O homem utiliza de bebida alcóolica com frequência, e passa a agredir a companheira, como se ela fosse a culpada das adversidades que estão vivendo. Ultimamente as agressões físicas aumentaram, sendo ela puxada e arrastada pelos cabelos em determinada ocasião. Objetos dentro da casa são atirados. Os dias estão muito difíceis para essa família.

Na Itália, o enfermeiro Antonio De Pace confessou ter matado a namorada Lorena Quaranta, que é médica. A vítima e ele trabalhavam no mesmo hospital em atendimento a infectados pelo coronavírus.

O feminicida, após cometer o delito, telefonou às autoridades policiais e comunicou ter perpetrado o crime, pois, a sua “amada” havia lhe transmitido a doença infecto contagiosa. Tentou o suicídio, mas, foi socorrido a tempo.

A mulher, médica recém formada, havia publicado texto em rede social: “Agora, mais do que nunca, precisamos demonstrar responsabilidade e amor pela vida. Vocês devem demonstrar respeito por si mesmos, suas famílias e o país. Vamos ficar todos em casa. Vamos evitar que o próximo a adoecer seja um ente querido ou nós mesmos.” A universidade na qual a médica concluiu o curso afirmou que entregará o diploma aos seus familiares como homenagem póstuma.

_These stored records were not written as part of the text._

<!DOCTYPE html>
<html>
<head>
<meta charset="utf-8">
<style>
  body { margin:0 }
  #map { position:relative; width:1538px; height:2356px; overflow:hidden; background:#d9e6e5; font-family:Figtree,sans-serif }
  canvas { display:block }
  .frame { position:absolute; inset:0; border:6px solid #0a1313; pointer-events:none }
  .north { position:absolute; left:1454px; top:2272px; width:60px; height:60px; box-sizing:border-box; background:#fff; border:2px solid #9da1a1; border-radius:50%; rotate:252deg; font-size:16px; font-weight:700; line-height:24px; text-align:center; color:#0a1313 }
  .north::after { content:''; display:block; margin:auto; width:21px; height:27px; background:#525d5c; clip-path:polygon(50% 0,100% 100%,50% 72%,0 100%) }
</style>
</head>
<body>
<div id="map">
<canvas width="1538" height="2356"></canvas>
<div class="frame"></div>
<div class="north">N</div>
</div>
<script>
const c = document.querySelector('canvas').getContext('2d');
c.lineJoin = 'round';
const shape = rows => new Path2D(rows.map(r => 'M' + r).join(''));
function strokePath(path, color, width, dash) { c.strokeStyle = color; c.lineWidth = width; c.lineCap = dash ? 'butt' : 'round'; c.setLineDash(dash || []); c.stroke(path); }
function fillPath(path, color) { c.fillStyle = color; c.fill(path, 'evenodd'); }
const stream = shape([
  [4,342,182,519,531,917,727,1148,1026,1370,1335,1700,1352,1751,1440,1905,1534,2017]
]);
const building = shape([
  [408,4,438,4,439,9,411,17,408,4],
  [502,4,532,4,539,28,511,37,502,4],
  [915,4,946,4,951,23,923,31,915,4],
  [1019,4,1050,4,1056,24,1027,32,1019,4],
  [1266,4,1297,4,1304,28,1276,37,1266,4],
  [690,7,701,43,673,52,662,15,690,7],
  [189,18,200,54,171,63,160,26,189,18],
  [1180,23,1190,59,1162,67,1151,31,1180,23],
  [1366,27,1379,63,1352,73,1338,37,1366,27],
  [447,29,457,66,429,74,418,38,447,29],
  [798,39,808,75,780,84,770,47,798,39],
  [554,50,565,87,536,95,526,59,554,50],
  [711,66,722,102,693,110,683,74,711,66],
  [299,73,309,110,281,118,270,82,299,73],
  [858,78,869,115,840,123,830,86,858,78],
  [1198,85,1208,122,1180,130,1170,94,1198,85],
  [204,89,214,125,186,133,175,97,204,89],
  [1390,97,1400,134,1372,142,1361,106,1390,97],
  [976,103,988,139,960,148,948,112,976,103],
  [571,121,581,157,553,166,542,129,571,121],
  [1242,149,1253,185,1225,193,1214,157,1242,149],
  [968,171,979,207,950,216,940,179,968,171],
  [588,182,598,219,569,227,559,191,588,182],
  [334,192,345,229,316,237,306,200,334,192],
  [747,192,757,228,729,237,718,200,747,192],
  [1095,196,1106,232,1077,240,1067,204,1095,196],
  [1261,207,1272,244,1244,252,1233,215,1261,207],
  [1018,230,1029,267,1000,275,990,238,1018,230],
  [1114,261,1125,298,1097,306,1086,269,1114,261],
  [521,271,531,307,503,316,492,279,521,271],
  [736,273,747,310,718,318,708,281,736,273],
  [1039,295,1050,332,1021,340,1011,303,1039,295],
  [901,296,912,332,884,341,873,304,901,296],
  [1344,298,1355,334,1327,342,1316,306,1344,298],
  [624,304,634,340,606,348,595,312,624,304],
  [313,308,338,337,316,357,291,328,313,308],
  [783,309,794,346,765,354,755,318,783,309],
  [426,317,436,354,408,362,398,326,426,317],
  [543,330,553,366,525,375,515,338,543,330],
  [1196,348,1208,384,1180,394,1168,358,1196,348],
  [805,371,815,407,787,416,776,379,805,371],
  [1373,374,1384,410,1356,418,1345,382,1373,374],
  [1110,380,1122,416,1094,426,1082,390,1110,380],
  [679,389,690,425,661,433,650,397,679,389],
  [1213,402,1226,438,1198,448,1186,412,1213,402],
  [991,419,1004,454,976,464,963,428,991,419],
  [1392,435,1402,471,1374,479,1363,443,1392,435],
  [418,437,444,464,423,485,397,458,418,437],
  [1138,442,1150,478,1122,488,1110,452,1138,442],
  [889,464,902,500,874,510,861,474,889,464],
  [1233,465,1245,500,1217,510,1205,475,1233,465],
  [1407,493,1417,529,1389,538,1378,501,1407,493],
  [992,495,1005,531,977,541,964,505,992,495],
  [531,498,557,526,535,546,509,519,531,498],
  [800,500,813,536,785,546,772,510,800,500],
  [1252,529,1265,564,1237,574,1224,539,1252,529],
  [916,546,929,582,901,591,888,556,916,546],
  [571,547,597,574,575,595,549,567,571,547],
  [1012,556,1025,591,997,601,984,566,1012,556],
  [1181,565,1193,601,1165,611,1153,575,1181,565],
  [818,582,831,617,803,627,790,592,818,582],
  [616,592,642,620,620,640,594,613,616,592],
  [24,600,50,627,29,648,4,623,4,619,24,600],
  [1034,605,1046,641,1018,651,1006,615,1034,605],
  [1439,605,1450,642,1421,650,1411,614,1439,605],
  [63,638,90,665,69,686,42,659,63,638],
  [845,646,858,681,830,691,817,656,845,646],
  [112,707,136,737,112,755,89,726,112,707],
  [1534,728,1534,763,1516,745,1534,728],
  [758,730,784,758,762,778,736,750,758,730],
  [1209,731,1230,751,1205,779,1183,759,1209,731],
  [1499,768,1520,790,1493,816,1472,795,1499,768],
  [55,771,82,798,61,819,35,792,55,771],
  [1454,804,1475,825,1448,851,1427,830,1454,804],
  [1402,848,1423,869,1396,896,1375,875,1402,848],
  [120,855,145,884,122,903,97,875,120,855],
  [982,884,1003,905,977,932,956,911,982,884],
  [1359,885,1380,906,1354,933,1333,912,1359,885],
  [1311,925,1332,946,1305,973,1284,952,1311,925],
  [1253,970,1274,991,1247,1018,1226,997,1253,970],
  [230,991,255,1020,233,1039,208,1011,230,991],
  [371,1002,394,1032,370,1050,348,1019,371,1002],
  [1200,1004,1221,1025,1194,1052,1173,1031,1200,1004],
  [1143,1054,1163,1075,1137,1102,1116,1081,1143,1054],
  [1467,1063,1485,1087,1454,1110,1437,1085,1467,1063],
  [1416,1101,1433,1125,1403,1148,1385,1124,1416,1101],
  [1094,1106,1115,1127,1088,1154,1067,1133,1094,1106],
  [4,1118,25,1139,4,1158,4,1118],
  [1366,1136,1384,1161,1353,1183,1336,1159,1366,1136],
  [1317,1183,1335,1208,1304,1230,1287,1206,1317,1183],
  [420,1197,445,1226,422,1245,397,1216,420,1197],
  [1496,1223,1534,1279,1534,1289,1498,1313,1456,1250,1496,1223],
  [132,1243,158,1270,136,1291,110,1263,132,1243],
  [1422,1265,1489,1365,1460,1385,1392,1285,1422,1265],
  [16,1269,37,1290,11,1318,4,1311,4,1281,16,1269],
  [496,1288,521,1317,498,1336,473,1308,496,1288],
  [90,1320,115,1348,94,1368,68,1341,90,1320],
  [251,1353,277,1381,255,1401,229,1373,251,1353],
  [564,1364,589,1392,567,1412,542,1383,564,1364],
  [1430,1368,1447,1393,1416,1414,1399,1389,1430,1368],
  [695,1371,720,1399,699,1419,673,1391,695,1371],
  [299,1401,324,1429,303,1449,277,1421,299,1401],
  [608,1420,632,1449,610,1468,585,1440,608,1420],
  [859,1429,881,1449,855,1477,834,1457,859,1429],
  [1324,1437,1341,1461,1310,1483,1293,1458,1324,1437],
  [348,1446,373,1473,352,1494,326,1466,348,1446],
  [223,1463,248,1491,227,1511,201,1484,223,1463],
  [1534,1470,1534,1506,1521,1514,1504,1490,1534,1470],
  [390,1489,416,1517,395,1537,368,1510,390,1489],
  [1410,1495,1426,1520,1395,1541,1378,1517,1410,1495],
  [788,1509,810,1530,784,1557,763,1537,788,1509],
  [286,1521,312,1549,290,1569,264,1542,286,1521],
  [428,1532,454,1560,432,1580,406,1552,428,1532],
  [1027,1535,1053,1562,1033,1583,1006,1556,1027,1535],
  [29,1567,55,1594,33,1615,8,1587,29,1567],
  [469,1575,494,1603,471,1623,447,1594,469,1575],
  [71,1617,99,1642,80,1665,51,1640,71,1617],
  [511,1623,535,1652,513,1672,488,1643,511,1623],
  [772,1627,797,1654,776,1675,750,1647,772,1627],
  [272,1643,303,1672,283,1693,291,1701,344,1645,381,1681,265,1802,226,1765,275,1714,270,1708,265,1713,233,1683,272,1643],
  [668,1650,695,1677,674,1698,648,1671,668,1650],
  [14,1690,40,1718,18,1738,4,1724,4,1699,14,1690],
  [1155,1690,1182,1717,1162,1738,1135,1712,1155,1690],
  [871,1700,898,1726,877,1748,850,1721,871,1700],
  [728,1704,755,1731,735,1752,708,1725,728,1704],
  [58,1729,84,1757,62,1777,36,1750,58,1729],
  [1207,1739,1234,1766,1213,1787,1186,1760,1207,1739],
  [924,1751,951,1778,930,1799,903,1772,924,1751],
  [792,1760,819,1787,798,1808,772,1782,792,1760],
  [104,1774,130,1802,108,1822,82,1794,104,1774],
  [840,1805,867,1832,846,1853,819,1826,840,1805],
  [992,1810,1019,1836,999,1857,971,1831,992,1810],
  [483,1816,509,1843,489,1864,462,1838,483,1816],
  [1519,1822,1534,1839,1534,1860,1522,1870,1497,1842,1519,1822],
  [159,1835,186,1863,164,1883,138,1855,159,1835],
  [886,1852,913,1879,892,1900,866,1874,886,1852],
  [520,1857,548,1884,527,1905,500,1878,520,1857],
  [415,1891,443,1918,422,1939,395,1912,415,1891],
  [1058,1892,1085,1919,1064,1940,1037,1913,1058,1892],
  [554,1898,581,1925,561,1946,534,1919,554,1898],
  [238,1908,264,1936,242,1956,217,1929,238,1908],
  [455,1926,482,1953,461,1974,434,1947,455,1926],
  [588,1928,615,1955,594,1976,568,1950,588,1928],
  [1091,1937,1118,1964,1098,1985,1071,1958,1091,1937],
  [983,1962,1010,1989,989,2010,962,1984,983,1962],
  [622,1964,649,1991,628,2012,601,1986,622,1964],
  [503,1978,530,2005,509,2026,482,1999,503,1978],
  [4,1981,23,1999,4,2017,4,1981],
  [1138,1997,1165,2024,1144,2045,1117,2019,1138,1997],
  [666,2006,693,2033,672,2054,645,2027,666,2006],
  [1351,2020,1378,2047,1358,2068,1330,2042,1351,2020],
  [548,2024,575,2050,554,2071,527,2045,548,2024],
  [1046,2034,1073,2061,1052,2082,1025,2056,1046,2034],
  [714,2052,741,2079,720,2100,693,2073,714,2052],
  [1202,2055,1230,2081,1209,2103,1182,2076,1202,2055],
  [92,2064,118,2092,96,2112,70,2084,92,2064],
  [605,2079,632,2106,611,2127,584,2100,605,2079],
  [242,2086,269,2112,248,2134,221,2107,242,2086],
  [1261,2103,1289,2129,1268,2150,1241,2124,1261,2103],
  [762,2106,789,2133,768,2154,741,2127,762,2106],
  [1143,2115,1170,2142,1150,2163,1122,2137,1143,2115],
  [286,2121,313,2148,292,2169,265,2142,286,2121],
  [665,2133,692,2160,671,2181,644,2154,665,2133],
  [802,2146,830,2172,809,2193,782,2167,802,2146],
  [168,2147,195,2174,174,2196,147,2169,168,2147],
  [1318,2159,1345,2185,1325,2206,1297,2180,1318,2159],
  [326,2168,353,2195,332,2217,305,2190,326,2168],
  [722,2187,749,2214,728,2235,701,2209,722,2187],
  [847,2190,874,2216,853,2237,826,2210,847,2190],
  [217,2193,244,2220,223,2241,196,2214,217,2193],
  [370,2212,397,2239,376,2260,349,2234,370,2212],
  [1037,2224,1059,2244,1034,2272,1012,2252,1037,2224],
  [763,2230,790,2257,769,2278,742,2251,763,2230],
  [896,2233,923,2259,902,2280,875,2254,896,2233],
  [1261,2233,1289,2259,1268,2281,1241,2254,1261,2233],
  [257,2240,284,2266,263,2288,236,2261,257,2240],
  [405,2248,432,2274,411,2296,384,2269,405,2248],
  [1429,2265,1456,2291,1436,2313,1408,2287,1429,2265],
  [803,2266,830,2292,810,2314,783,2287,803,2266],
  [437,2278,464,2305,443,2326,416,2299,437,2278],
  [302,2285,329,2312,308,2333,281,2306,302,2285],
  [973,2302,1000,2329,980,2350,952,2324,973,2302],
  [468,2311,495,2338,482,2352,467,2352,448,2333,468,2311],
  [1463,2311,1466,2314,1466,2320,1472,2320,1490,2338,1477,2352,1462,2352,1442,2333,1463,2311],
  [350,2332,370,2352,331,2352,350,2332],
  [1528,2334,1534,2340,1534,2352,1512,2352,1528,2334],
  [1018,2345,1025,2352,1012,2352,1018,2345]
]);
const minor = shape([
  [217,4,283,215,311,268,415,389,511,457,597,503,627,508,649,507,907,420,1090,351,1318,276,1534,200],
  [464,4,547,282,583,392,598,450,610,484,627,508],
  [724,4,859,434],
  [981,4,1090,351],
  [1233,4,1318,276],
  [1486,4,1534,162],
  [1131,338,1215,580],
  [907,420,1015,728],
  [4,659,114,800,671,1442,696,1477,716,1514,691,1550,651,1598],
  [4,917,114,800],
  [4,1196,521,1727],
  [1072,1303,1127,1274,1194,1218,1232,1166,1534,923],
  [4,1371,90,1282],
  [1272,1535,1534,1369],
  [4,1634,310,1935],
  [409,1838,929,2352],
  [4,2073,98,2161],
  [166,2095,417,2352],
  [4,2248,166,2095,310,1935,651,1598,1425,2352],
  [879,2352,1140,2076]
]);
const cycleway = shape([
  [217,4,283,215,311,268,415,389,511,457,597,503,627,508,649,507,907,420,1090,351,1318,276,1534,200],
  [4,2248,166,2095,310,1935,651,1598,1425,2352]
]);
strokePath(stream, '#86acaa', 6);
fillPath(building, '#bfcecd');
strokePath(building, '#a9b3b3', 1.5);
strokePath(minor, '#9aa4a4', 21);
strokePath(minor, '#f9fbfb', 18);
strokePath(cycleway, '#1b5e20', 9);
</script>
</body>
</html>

Mencionar esses casos de violência doméstica e familiar pode deixar a sensação de que é a enfermidade responsável pelas tragédias dentro de casa? Seria a sensação de impotência causada pela adversidade, com possibilidade de diminuição da renda mensal? Ou, será que os casais não conseguem ficar muito tempo a sós, principalmente, se são obrigados a tal?

Não. Nenhuma das perguntas acima pode justificar qualquer forma de agressão. Não é o afastamento do convívio social o responsável também. É muito mais que tudo isso. Essa violência é real de há muito. O desprezo dos homens pelas mulheres sempre foi banalizado. A questão de gênero deve estar mais uma vez em pauta, porquanto, “bate às portas” e “escancara” as mais variadas agressões e mortes delas, por conta da violência dentro e fora de casa.

O confinamento pode ter potencializado essas violências. Todavia, esses homens que se mostraram agressores nesta época, o são “in natura”.   Aliás, sempre foram. Nada poderia os fazer deixar de ser do dia para a noite. Eles apenas mostraram a face perversa do abuso e desrespeito contra elas. 

Nada justifica!

Rosana Leite Antunes de Barros é defensora pública estadual.